#### [MATERIAL PROVIDED]
· · · ·
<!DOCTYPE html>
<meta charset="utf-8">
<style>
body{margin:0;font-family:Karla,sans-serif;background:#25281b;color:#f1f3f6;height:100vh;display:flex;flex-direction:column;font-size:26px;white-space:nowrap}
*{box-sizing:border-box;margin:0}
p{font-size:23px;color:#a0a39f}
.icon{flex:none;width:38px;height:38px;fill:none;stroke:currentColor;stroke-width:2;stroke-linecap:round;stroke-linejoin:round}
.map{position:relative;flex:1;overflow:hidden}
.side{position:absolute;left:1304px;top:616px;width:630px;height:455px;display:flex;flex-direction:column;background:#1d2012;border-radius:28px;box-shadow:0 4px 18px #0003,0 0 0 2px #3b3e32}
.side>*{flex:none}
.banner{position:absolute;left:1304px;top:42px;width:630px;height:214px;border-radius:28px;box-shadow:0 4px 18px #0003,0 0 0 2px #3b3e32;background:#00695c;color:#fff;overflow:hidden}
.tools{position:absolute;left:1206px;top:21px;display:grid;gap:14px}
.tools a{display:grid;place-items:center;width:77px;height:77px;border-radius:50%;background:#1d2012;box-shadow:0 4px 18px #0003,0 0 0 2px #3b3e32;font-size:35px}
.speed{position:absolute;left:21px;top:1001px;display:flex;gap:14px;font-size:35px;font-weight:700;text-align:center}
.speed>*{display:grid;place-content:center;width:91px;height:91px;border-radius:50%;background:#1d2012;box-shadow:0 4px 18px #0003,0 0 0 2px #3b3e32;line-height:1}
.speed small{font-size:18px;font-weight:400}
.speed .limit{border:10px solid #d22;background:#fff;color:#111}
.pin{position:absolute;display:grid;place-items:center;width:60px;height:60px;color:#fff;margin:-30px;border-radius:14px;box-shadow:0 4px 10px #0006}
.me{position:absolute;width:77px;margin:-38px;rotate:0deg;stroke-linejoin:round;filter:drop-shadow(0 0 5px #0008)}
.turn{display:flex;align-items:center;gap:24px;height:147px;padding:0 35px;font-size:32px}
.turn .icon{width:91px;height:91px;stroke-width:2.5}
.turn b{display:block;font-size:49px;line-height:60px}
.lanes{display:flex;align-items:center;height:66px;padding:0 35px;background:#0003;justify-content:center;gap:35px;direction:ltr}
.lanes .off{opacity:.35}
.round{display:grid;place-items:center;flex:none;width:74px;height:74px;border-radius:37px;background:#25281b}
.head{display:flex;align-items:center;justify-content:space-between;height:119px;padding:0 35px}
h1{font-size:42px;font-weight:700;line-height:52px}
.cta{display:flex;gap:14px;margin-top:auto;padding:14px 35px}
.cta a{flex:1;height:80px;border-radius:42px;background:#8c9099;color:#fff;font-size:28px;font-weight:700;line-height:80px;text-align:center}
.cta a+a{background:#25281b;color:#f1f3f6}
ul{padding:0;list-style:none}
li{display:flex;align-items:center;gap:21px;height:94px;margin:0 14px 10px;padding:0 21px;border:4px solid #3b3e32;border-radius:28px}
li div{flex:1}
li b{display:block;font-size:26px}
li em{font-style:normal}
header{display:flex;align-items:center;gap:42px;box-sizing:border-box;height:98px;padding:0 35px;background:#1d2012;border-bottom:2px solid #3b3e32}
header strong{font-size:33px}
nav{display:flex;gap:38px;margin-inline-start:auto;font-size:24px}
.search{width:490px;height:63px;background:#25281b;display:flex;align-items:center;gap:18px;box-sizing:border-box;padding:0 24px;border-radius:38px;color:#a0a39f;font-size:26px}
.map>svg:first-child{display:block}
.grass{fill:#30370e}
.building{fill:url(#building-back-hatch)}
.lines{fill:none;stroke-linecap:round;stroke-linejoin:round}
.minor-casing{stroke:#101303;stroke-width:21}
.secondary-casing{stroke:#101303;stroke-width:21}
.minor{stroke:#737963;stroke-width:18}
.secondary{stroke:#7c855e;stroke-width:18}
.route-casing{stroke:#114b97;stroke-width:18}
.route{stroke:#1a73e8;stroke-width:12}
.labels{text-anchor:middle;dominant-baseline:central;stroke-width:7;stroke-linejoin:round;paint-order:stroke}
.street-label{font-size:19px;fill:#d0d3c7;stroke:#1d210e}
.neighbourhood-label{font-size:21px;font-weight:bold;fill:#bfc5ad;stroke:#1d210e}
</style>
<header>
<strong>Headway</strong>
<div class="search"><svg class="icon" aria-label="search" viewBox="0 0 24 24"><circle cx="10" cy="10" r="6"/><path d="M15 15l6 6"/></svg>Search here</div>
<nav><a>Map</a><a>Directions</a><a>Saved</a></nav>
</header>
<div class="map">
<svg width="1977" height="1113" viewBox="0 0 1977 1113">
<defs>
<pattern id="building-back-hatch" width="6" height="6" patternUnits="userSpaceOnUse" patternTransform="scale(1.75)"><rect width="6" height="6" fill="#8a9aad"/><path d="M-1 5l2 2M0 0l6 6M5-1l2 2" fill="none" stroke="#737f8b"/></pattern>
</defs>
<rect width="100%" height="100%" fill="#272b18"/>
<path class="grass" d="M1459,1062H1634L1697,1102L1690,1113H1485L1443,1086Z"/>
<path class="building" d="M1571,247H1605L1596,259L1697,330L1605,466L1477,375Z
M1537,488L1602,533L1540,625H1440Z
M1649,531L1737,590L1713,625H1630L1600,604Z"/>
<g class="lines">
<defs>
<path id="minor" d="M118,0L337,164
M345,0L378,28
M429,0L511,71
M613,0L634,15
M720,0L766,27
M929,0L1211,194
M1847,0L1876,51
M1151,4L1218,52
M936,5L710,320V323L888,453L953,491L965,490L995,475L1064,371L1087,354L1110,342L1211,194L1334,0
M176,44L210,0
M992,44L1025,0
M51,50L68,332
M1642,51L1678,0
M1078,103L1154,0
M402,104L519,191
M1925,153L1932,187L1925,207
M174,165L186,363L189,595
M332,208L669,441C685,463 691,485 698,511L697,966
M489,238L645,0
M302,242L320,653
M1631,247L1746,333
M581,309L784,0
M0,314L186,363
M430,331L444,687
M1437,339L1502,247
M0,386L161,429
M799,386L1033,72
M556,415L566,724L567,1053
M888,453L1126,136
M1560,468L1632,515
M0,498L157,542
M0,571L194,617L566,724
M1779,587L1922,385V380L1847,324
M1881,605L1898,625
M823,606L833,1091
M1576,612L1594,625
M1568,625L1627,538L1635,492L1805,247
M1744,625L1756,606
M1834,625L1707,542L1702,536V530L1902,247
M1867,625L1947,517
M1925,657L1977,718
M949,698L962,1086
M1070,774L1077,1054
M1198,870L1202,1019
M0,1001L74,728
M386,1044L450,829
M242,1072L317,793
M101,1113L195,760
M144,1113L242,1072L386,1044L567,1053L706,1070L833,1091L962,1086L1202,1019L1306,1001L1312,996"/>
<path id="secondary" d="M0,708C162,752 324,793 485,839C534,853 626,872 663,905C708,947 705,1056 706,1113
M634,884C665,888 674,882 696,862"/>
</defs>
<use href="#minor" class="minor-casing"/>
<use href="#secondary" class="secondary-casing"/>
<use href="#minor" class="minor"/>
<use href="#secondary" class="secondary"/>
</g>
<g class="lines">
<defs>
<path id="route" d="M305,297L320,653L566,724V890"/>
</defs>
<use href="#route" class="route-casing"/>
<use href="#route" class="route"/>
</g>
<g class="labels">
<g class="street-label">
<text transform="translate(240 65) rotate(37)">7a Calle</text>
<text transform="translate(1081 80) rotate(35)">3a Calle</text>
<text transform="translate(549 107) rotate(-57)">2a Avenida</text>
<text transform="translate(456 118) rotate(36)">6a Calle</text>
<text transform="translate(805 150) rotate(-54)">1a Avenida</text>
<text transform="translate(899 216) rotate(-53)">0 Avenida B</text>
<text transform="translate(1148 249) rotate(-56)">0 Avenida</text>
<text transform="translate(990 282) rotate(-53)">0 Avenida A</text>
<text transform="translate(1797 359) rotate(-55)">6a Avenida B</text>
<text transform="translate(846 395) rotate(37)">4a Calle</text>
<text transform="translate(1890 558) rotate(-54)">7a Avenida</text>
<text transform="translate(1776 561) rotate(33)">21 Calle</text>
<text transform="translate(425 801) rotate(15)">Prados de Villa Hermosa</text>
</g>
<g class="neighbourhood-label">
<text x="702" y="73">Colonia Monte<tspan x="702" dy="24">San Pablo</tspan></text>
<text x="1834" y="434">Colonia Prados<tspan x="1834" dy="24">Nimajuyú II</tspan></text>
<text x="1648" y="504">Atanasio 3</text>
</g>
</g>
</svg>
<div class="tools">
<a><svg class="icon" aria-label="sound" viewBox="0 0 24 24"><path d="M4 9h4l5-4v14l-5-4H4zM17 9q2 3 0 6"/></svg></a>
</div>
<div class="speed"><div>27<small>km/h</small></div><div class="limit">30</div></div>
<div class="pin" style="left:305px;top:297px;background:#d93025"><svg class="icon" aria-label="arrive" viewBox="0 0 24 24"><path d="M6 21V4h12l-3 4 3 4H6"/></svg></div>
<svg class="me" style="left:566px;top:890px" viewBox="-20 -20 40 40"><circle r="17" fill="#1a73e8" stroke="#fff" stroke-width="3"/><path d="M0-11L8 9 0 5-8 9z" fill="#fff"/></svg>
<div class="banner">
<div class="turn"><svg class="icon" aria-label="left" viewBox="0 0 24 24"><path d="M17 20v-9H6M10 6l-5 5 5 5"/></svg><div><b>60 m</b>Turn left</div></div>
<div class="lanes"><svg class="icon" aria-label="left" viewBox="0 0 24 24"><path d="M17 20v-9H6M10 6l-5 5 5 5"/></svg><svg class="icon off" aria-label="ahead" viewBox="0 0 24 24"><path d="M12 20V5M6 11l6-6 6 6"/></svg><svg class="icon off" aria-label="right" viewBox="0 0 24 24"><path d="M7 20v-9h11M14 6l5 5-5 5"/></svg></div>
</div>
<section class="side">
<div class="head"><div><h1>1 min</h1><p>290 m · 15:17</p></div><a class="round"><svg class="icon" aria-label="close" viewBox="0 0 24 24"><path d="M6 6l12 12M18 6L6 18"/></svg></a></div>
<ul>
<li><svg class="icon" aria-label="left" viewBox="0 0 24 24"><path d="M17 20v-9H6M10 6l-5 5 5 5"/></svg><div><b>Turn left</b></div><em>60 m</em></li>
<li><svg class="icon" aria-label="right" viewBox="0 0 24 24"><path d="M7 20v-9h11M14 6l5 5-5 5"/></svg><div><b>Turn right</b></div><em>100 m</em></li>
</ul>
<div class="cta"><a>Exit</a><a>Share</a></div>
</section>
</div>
· · · ·
#### [WHAT IS EXPECTED]
What lines in the listing above hold the string "overflow"? List them.

#### [ANSWER SPACE]
.map{position:relative;flex:1;overflow:hidden}
.banner{position:absolute;left:1304px;top:42px;width:630px;height:214px;border-radius:28px;box-shadow:0 4px 18px #0003,0 0 0 2px #3b3e32;background:#00695c;color:#fff;overflow:hidden}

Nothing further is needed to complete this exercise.